Die große Mehrheit der vom LATINNO-Projekt erfassten digitalen demokratischen Innovationen ging von zivilgesellschaftlichen Akteuren aus. Drei Viertel aller Initiativen weisen keinerlei Regierungsbeteiligung auf. Das ist bemerkenswert in einer Weltregion, die bekannt dafür ist, auch aufgrund der Demokratisierungsbemühungen des späten 20. Jahrhunderts, Formen staatlich gelenkten Zivilengagements zu privilegieren.
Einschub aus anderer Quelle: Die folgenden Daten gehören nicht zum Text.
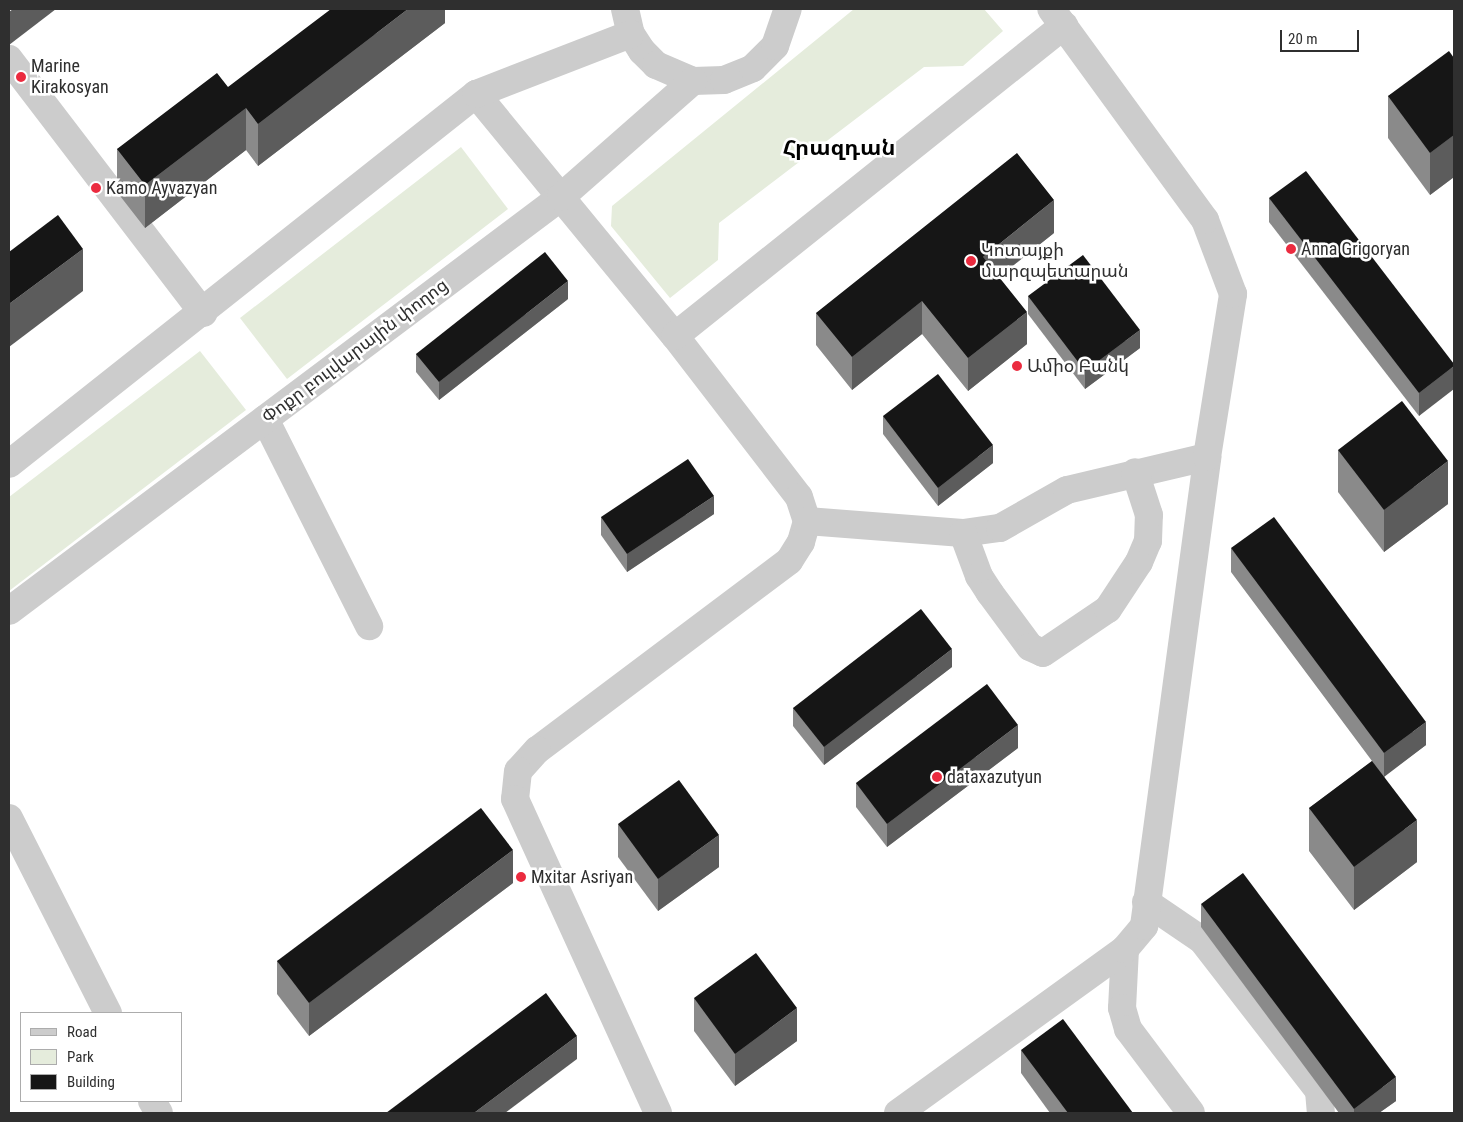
<!DOCTYPE html>
<html>
<head>
<meta charset="utf-8">
<style>
  body { margin:0 }
  #map { position:relative; width:1463px; height:1122px; overflow:hidden; background:#fff; font-family:"Roboto Condensed","Noto Sans Armenian",sans-serif }
  div>[style] { position:absolute }
  .green>* { inset:0; background:#e5ecdc }
  .minor>* { height:28px; margin:-14px; padding:0 14px; transform-origin:14px; border-radius:14px; background:#ccc }
  .wall>* { inset:0; background:#8a8a8a }
  .shaded-wall>* { inset:0; background:#5c5c5c }
  .building>* { inset:0; background:#161616 }
  .dots>* { width:14px; height:14px; translate:-50% -50%; box-sizing:border-box; border:2px solid #fff; border-radius:50% }
  span { translate:-50% -50%; white-space:nowrap; text-align:center; line-height:1.15; -webkit-text-stroke:5px #fff; paint-order:stroke }
  .poi-label { font-size:18px; color:#2f2f2f }
  .left { translate:0 -50%; text-align:left }
  .street-label { font-size:18px; color:#2f2f2f }
  .district-label { font-size:22px; color:#000; font-weight:700 }
  .frame { position:absolute; inset:0; border:10px solid #2f2f2f; pointer-events:none }
  .legend { position:absolute; left:20px; top:1012px; width:162px; height:90px; box-sizing:border-box; background:#fff; border:1px solid #acacac; margin:0; padding:6px 9px; list-style:none; font-size:15px; color:#2f2f2f }
  .legend li { display:flex; align-items:center; gap:10px; height:25px }
  .legend b { width:25px; border:1px solid #acacac }
  .scale { position:absolute; left:1280px; top:30px; width:79px; height:22px; box-sizing:border-box; border:2px solid #2f2f2f; border-top:0; padding-left:6px; font-size:15px; line-height:18px; white-space:nowrap; color:#2f2f2f; -webkit-text-stroke:4px #fff; paint-order:stroke }
</style>
</head>
<body>
<div id="map">
  <div class="green">
    <i style="clip-path:polygon(854px 9px,984px 9px,1003px 31px,963px 66px,924px 67px,719px 223px,718px 260px,670px 298px,611px 226px,612px 206px)"></i>
    <i style="clip-path:polygon(461px 147px,508px 209px,287px 379px,240px 318px)"></i>
    <i style="clip-path:polygon(200px 351px,246px 410px,9px 591px,9px 497px)"></i>
  </div>
  <div class="minor">
    <i style="left:625px;top:9px;width:26px;rotate:77deg"></i>
    <i style="left:631px;top:34px;width:20px;rotate:57deg"></i>
    <i style="left:642px;top:51px;width:20px;rotate:45deg"></i>
    <i style="left:656px;top:65px;width:40px;rotate:23.4deg"></i>
    <i style="left:693px;top:81px;width:31px;rotate:-2deg"></i>
    <i style="left:724px;top:80px;width:31px;rotate:-22deg"></i>
    <i style="left:753px;top:68px;width:31px;rotate:-45deg"></i>
    <i style="left:775px;top:46px;width:39px;rotate:-71deg"></i>
    <i style="left:9px;top:59px;width:320px;rotate:52.6deg"></i>
    <i style="left:476px;top:94px;width:313px;rotate:50.6deg"></i>
    <i style="left:675px;top:336px;width:203px;rotate:52.4deg"></i>
    <i style="left:799px;top:497px;width:25px;rotate:72deg"></i>
    <i style="left:807px;top:521px;width:22px;rotate:106deg"></i>
    <i style="left:801px;top:542px;width:22px;rotate:122deg"></i>
    <i style="left:789px;top:561px;width:315px;rotate:143.1deg"></i>
    <i style="left:537px;top:750px;width:28px;rotate:132deg"></i>
    <i style="left:518px;top:771px;width:28px;rotate:96deg"></i>
    <i style="left:515px;top:799px;width:345px;rotate:65.5deg"></i>
    <i style="left:675px;top:336px;width:498px;rotate:-38.6deg"></i>
    <i style="left:265px;top:419px;width:232px;rotate:63.3deg"></i>
    <i style="left:9px;top:464px;width:596px;rotate:-38.39deg"></i>
    <i style="left:476px;top:94px;width:166px;rotate:-21.2deg"></i>
    <i style="left:807px;top:521px;width:156px;rotate:4.4deg"></i>
    <i style="left:963px;top:533px;width:37px;rotate:-8deg"></i>
    <i style="left:1000px;top:528px;width:77px;rotate:-29.6deg"></i>
    <i style="left:1067px;top:490px;width:144px;rotate:-13.3deg"></i>
    <i style="left:963px;top:533px;width:46px;rotate:69.6deg"></i>
    <i style="left:979px;top:576px;width:20px;rotate:57deg"></i>
    <i style="left:990px;top:593px;width:67px;rotate:53.5deg"></i>
    <i style="left:1030px;top:647px;width:14px;rotate:25deg"></i>
    <i style="left:1043px;top:653px;width:78px;rotate:-34.1deg"></i>
    <i style="left:1108px;top:609px;width:56px;rotate:-56.6deg"></i>
    <i style="left:1139px;top:562px;width:23px;rotate:-67deg"></i>
    <i style="left:1148px;top:541px;width:26px;rotate:-88deg"></i>
    <i style="left:1149px;top:515px;width:45px;rotate:-108deg"></i>
    <i style="left:9px;top:611px;width:690px;rotate:-36.87deg"></i>
    <i style="left:561px;top:197px;width:176px;rotate:-41.3deg"></i>
    <i style="left:9px;top:818px;width:219px;rotate:63.1deg"></i>
    <i style="left:1146px;top:902px;width:68px;rotate:34.2deg"></i>
    <i style="left:1202px;top:940px;width:191px;rotate:52.2deg"></i>
    <i style="left:1319px;top:1091px;width:22px;rotate:85deg"></i>
    <i style="left:1125px;top:949px;width:59px;rotate:92.9deg"></i>
    <i style="left:1122px;top:1008px;width:22px;rotate:74deg"></i>
    <i style="left:1128px;top:1029px;width:105px;rotate:53.1deg"></i>
    <i style="left:152px;top:1101px;width:14px;rotate:60deg"></i>
    <i style="left:898px;top:1113px;width:280px;rotate:-35.8deg"></i>
    <i style="left:1125px;top:949px;width:30px;rotate:-50deg"></i>
    <i style="left:1144px;top:926px;width:473px;rotate:-82.3deg"></i>
    <i style="left:1207px;top:457px;width:165px;rotate:-80.9deg"></i>
    <i style="left:1233px;top:294px;width:79px;rotate:-110.7deg"></i>
    <i style="left:1205px;top:220px;width:261px;rotate:-126.1deg"></i>
  </div>
  <div class="wall">
    <i style="clip-path:polygon(445px 9px,445px 23px,258px 166px,246px 150px,145px 228px,117px 192px,117px 149px,228px 87px)"></i>
    <i style="clip-path:polygon(1454px 58px,1454px 177px,1430px 195px,1388px 138px,1388px 96px)"></i>
    <i style="clip-path:polygon(1269px 198px,1454px 364px,1419px 416px,1269px 222px)"></i>
    <i style="clip-path:polygon(1054px 233px,999px 277px,1027px 344px,968px 391px,922px 334px,852px 390px,816px 345px,816px 313px)"></i>
    <i style="clip-path:polygon(1028px 296px,1140px 348px,1085px 389px,1028px 314px)"></i>
    <i style="clip-path:polygon(568px 299px,439px 400px,416px 372px,416px 354px)"></i>
    <i style="clip-path:polygon(883px 416px,993px 463px,938px 506px,883px 434px)"></i>
    <i style="clip-path:polygon(1338px 450px,1448px 504px,1384px 552px,1338px 492px)"></i>
    <i style="clip-path:polygon(714px 514px,627px 572px,601px 535px,601px 517px)"></i>
    <i style="clip-path:polygon(1231px 548px,1426px 745px,1384px 776px,1417px 862px,1354px 910px,1309px 851px,1309px 808px,1372px 761px,1231px 572px)"></i>
    <i style="clip-path:polygon(952px 667px,824px 765px,793px 726px,793px 708px)"></i>
    <i style="clip-path:polygon(1018px 748px,887px 847px,856px 807px,856px 783px)"></i>
    <i style="clip-path:polygon(618px 824px,719px 867px,658px 911px,618px 857px)"></i>
    <i style="clip-path:polygon(513px 883px,309px 1036px,277px 994px,277px 961px)"></i>
    <i style="clip-path:polygon(1201px 904px,1396px 1101px,1379px 1113px,1339px 1113px,1201px 927px)"></i>
    <i style="clip-path:polygon(694px 998px,797px 1041px,735px 1086px,694px 1031px)"></i>
    <i style="clip-path:polygon(1021px 1050px,1133px 1113px,1050px 1113px,1021px 1073px)"></i>
  </div>
  <div class="shaded-wall">
    <i style="clip-path:polygon(13px 9px,56px 9px,9px 45px,9px 12px)"></i>
    <i style="clip-path:polygon(408px 9px,445px 9px,445px 23px,258px 166px,258px 124px)"></i>
    <i style="clip-path:polygon(246px 108px,246px 150px,145px 228px,145px 185px)"></i>
    <i style="clip-path:polygon(1454px 135px,1454px 177px,1430px 195px,1430px 153px)"></i>
    <i style="clip-path:polygon(1054px 200px,1054px 233px,983px 289px,983px 257px)"></i>
    <i style="clip-path:polygon(83px 249px,83px 291px,9px 347px,9px 304px)"></i>
    <i style="clip-path:polygon(568px 281px,568px 299px,439px 400px,439px 382px)"></i>
    <i style="clip-path:polygon(922px 301px,922px 334px,852px 390px,852px 357px)"></i>
    <i style="clip-path:polygon(1027px 312px,1027px 344px,968px 391px,968px 358px)"></i>
    <i style="clip-path:polygon(1140px 330px,1140px 348px,1085px 389px,1085px 371px)"></i>
    <i style="clip-path:polygon(1454px 366px,1454px 389px,1419px 416px,1419px 393px)"></i>
    <i style="clip-path:polygon(993px 445px,993px 463px,938px 506px,938px 488px)"></i>
    <i style="clip-path:polygon(1448px 461px,1448px 504px,1384px 552px,1384px 510px)"></i>
    <i style="clip-path:polygon(714px 496px,714px 514px,627px 572px,627px 554px)"></i>
    <i style="clip-path:polygon(952px 649px,952px 667px,824px 765px,824px 747px)"></i>
    <i style="clip-path:polygon(1426px 722px,1426px 745px,1384px 777px,1384px 753px)"></i>
    <i style="clip-path:polygon(1018px 725px,1018px 748px,887px 847px,887px 824px)"></i>
    <i style="clip-path:polygon(1417px 820px,1417px 862px,1354px 910px,1354px 867px)"></i>
    <i style="clip-path:polygon(719px 835px,719px 867px,658px 911px,658px 879px)"></i>
    <i style="clip-path:polygon(513px 850px,513px 883px,309px 1036px,309px 1003px)"></i>
    <i style="clip-path:polygon(797px 1008px,797px 1041px,735px 1086px,735px 1054px)"></i>
    <i style="clip-path:polygon(577px 1036px,577px 1059px,505px 1113px,474px 1113px)"></i>
    <i style="clip-path:polygon(1396px 1077px,1396px 1101px,1379px 1113px,1354px 1113px,1354px 1109px)"></i>
  </div>
  <div class="building">
    <i style="clip-path:polygon(331px 9px,408px 9px,258px 124px,246px 108px,145px 185px,117px 149px,217px 73px,228px 87px)"></i>
    <i style="clip-path:polygon(1449px 51px,1454px 58px,1454px 135px,1430px 153px,1388px 96px)"></i>
    <i style="clip-path:polygon(1017px 153px,1054px 200px,983px 257px,1027px 312px,968px 358px,922px 301px,852px 357px,816px 313px)"></i>
    <i style="clip-path:polygon(1306px 171px,1454px 364px,1454px 366px,1419px 393px,1269px 198px)"></i>
    <i style="clip-path:polygon(58px 215px,83px 249px,9px 304px,9px 252px)"></i>
    <i style="clip-path:polygon(545px 252px,568px 281px,439px 382px,416px 354px)"></i>
    <i style="clip-path:polygon(1083px 255px,1140px 330px,1085px 371px,1028px 296px)"></i>
    <i style="clip-path:polygon(938px 374px,993px 445px,938px 488px,883px 416px)"></i>
    <i style="clip-path:polygon(1402px 401px,1448px 461px,1384px 510px,1338px 450px)"></i>
    <i style="clip-path:polygon(688px 459px,714px 496px,627px 554px,601px 517px)"></i>
    <i style="clip-path:polygon(1274px 517px,1426px 722px,1384px 753px,1231px 548px)"></i>
    <i style="clip-path:polygon(921px 609px,952px 649px,824px 747px,793px 708px)"></i>
    <i style="clip-path:polygon(987px 684px,1018px 725px,887px 824px,856px 783px)"></i>
    <i style="clip-path:polygon(1372px 761px,1417px 820px,1354px 867px,1309px 808px)"></i>
    <i style="clip-path:polygon(679px 780px,719px 835px,658px 879px,618px 824px)"></i>
    <i style="clip-path:polygon(481px 808px,513px 850px,309px 1003px,277px 961px)"></i>
    <i style="clip-path:polygon(1243px 873px,1396px 1077px,1354px 1109px,1201px 904px)"></i>
    <i style="clip-path:polygon(756px 953px,797px 1008px,735px 1054px,694px 998px)"></i>
    <i style="clip-path:polygon(546px 993px,577px 1036px,474px 1113px,386px 1113px)"></i>
    <i style="clip-path:polygon(1063px 1019px,1133px 1113px,1068px 1113px,1021px 1050px)"></i>
  </div>
  <div class="dots">
    <i style="left:21px;top:77px;background:#eb2b3f"></i>
    <i style="left:96px;top:188px;background:#eb2b3f"></i>
    <i style="left:1291px;top:249px;background:#eb2b3f"></i>
    <i style="left:971px;top:261px;background:#eb2b3f"></i>
    <i style="left:1017px;top:366px;background:#eb2b3f"></i>
    <i style="left:937px;top:777px;background:#eb2b3f"></i>
    <i style="left:521px;top:877px;background:#eb2b3f"></i>
  </div>
  <div class="poi-label">
    <span class="left" style="left:31px;top:77px">Marine<br>Kirakosyan</span>
    <span class="left" style="left:106px;top:188px">Kamo Ayvazyan</span>
    <span class="left" style="left:1301px;top:249px">Anna Grigoryan</span>
    <span class="left" style="left:981px;top:261px">Կոտայքի<br>մարզպետարան</span>
    <span class="left" style="left:1027px;top:366px">Ամիօ Բանկ</span>
    <span class="left" style="left:947px;top:777px">dataxazutyun</span>
    <span class="left" style="left:531px;top:877px">Mxitar Asriyan</span>
  </div>
  <div class="street-label">
    <span style="left:355px;top:351px;rotate:-37deg">Փոքր բուլվարային փողոց</span>
  </div>
  <div class="district-label">
    <span style="left:839px;top:148px">Հրազդան</span>
  </div>
  <div class="frame"></div>
  <ul class="legend">
  <li><b style="height:6px;background:#ccc"></b>Road</li>
  <li><b style="height:14px;background:#e5ecdc"></b>Park</li>
  <li><b style="height:14px;background:#161616"></b>Building</li>
  </ul>
  <div class="scale">20 m</div>
</div>
</body>
</html>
Bei der Bekämpfung des Virus nimmt die Zivilgesellschaft heute in den allermeisten lateinamerikanischen Staaten einen zentralen Platz ein, vor allen Dingen dort, wo die Regierung nicht (Brasilien und Nicaragua) oder nur verspätet (Mexiko) eingriff, aber auch dort, wo aufgrund mangelnder wirtschaftlicher Ressourcen (Argentinien), einer maroden Infrastruktur (Peru) oder schlichter Ineffizienz (Chile) nur unzureichend gehandelt wurde.

Auf Grundlage der im LATINNO Projekt erhobenen Daten lässt sich zeigen, dass digitale demokratische Innovationen die Herausforderungen, die durch den Ausbruch von Covid-19 entstanden sind, auf fünf unterschiedliche Weisen angehen: erstens durch die Generierung zuverlässiger Informationen und Daten; zweitens durch die geografische Verortung von Problemen, Bedürfnissen und Anforderungen; drittens durch die Mobilisierung problemorientierter Ressourcen, Fertigkeiten und Wissensvorräte; viertens durch die Koordinierung von Angebot (Einzelpersonen und Organisationen, die ihre Hilfe anbieten) und Nachfrage (bedürftige Einzelpersonen und Organisationen); und fünftens durch die Umsetzung und Überwachung öffentlicher Strategien und Maßnahmen. In einigen Ländern gibt es zusätzlich einen sechsten Verwendungszweck: die Unterstützung von Risikogruppen, also älterer Menschen, Frauen, Kinder und Jugendlicher, indigener Völker und Afroamerikaner*innen.

Hannah Arendt betont, dass Machtausübung in einer Demokratie im Kern ein gemeinsames Handeln sei. Die Covid-19-Krise zeigt, dass die vielfältigen sozialen und politischen Herausforderungen der Corona-Krise nur im zielgerichteten und gemeinsamen Handeln mit anderen bewältigt werden können. Demokratien können die Pandemie nur bewältigen und in der Krise bestehen, wenn Bürger*innen, Zivilgesellschaft und staatliche Akteure zusammen an einem Strang ziehen.